JASON HOELSCHER is Gallery Director and Associate Professor of Interdisciplinary Art at Georgia Southern University. Hoelscher received an MFA in painting from the Pratt Institute and a PhD in Philosophy, Aesthetics, and Art Theory from IDSVA, where he completed his dissertation under the supervision of Brian Massumi. His book Art as Information Ecology was published by Duke University Press in 2021 and nominated for the American Society of Aesthetics “Outstanding Monograph” award in 2022. Hoelscher has exhibited his paintings worldwide and has written for such publications as Burnaway, ARTnews, ArtPulse, and ArtCore Journal.

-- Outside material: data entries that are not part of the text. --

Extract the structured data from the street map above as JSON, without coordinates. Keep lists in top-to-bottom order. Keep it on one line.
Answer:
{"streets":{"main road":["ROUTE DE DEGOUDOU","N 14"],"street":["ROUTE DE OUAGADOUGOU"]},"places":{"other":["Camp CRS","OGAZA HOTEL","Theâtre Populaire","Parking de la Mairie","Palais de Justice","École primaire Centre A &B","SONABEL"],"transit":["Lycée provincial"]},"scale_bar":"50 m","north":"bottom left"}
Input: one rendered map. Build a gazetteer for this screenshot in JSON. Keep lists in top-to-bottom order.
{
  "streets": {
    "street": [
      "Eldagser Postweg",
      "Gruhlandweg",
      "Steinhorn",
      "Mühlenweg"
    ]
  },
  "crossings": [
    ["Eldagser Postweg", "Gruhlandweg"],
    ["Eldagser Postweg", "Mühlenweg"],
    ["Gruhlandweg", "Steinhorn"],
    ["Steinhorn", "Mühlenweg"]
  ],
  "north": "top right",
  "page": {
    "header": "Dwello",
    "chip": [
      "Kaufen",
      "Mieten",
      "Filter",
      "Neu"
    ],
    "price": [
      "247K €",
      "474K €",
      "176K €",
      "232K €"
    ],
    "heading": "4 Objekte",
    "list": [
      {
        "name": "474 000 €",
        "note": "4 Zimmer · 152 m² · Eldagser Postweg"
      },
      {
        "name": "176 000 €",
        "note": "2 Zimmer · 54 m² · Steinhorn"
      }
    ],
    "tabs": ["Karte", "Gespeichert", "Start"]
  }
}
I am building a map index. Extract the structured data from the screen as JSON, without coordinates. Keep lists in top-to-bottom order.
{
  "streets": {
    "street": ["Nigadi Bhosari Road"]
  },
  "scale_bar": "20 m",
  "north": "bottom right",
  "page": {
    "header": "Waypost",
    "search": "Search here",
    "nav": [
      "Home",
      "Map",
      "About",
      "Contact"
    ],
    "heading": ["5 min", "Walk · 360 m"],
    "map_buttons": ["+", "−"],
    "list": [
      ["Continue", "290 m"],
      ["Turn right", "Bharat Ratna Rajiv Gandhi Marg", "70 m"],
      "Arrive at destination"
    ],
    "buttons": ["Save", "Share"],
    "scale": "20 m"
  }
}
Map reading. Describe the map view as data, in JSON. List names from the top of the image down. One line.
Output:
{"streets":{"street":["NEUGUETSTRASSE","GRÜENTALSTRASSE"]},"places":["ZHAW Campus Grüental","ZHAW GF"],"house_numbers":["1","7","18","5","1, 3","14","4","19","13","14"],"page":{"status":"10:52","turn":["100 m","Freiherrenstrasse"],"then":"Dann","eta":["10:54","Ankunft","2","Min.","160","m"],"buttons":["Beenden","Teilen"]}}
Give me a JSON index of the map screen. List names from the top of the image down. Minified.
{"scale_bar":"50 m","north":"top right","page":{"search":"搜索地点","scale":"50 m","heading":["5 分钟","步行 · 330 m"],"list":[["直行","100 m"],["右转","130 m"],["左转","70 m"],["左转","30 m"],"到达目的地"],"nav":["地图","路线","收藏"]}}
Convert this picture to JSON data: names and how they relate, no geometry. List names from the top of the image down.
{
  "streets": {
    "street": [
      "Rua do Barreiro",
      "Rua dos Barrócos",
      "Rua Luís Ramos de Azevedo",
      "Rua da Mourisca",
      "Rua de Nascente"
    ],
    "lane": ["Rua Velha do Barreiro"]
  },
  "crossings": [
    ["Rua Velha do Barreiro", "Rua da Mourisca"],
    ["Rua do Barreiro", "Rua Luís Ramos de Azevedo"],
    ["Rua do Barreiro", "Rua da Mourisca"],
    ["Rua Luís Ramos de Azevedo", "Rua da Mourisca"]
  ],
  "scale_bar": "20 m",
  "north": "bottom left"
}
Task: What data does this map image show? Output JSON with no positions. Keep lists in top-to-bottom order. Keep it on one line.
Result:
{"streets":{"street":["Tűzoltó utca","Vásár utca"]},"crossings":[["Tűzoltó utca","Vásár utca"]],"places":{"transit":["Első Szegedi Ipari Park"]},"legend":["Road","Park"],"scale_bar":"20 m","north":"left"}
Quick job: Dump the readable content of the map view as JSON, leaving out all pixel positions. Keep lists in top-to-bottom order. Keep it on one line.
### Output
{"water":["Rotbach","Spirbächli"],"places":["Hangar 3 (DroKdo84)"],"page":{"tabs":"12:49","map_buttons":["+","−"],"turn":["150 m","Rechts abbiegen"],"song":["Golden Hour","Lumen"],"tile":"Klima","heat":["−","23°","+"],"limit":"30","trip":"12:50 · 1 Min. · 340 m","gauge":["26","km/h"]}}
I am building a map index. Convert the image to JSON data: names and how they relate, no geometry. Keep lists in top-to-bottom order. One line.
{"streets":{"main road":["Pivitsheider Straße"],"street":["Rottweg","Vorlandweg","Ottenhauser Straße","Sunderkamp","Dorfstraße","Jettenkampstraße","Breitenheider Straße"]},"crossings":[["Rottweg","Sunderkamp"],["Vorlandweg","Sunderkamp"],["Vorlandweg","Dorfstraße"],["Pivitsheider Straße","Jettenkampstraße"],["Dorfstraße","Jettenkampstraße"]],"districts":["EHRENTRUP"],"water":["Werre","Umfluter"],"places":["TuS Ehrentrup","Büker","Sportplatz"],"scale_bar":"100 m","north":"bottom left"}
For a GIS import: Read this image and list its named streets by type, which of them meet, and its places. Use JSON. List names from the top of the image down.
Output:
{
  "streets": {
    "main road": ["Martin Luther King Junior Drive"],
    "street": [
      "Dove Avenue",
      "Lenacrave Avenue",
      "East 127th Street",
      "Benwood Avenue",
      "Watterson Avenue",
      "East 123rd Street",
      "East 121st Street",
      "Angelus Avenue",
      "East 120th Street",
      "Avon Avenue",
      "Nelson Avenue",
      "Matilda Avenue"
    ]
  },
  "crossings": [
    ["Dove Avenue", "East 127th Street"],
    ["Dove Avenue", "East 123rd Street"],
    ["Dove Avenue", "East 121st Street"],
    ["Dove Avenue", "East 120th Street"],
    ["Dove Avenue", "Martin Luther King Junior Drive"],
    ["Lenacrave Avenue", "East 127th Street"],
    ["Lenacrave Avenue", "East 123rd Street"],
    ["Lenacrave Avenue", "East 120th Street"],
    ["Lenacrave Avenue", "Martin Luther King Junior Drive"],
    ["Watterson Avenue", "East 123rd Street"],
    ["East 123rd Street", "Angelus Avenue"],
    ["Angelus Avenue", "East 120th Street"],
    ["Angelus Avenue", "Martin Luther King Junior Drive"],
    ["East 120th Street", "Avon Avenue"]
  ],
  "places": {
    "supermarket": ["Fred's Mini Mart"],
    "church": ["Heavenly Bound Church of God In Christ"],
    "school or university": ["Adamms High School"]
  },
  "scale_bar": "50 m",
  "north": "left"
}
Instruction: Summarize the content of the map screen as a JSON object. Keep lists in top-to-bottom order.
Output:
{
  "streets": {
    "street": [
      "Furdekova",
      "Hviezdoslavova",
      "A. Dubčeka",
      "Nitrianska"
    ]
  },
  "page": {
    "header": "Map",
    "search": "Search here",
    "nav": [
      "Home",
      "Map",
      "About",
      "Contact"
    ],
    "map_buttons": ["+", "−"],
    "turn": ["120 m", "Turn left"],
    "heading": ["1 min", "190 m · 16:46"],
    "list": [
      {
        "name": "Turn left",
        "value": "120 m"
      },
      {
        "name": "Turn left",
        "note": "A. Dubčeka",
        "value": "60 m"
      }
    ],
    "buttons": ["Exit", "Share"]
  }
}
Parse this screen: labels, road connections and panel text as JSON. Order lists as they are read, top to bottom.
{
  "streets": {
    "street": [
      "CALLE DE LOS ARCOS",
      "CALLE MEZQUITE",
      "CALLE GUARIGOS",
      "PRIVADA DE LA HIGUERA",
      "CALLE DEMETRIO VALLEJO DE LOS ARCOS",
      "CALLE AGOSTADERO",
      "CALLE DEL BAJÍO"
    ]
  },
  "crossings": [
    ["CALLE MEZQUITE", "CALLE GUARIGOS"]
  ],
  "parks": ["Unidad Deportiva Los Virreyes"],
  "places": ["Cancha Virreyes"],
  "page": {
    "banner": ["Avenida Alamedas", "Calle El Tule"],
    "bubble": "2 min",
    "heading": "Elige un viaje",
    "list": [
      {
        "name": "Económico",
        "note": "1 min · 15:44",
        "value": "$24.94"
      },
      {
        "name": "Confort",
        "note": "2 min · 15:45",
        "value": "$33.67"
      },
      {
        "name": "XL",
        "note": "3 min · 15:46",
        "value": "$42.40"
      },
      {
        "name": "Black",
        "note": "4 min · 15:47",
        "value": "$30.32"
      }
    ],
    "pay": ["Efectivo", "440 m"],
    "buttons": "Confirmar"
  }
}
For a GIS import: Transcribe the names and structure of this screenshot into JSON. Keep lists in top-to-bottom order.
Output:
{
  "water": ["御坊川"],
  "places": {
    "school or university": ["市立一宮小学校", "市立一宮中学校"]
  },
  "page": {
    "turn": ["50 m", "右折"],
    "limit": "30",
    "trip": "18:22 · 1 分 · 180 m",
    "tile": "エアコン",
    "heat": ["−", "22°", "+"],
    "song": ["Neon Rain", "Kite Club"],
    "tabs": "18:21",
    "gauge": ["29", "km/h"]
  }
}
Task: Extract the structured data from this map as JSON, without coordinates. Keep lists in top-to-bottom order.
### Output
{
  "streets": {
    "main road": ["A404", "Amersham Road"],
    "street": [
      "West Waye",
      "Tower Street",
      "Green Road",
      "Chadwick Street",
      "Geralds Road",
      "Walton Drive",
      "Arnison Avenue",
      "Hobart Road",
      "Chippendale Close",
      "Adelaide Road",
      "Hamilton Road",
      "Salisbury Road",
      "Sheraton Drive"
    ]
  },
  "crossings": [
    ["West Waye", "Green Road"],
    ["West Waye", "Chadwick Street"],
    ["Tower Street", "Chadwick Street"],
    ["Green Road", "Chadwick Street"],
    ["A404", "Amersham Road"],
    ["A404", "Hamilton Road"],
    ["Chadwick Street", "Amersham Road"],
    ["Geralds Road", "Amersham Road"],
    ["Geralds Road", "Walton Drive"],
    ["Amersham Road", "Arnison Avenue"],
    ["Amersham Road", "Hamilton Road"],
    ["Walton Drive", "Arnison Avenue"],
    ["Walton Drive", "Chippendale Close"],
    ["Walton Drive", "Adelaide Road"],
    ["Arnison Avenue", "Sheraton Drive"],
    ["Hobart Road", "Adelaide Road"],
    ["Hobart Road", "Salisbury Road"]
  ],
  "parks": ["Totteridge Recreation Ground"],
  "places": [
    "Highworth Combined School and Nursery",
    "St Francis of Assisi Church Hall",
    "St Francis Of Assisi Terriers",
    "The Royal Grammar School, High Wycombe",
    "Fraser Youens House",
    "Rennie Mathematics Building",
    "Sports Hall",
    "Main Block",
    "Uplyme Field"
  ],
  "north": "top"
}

DEJAN LUKIĆ is trained as an anthropologist (PhD, Columbia University, 2007). His research encompasses continental philosophy, science and religion, art, and ecology. He is engaged in developing what could be called avant-garde philosophy and multi-ontology. Consequently, he is interested in ways in which art crosses into life. He has published two books and numerous catalogue essays. He is currently writing a multi-volume manuscript titled “Deranged Vivarium: Variations on Coexistence.” He lives and works between the high desert of New Mexico and an Adriatic island in Croatia.
FRANCA MARINI is an Italian international artist based in Siena. After many years of experience in the visual arts, she is currently engaged in the creation of site-specific installations and video art. Her work has been shown in Europe, The United States, Central America, and Palestine.
SILVIA MAZZINI, a philosopher and theatre author, works on the intersection of Aesthetics and Political Philosophy. She published on Arts and Politics in Pasolini, Bloch, and Vattimo, on tragic and comic thought and community theatre; currently, she is writing on the Philosophy of Poverty. Before joining IDSVA, she was a research fellow at the Berlin Institute for Cultural Inquiry and worked as Assistant Professor at the Humboldt University (where she also obtained her PhD) and at the Berlin University of the Arts. She taught History of late-modern Continental Philosophy at the University of Groningen (The Netherlands).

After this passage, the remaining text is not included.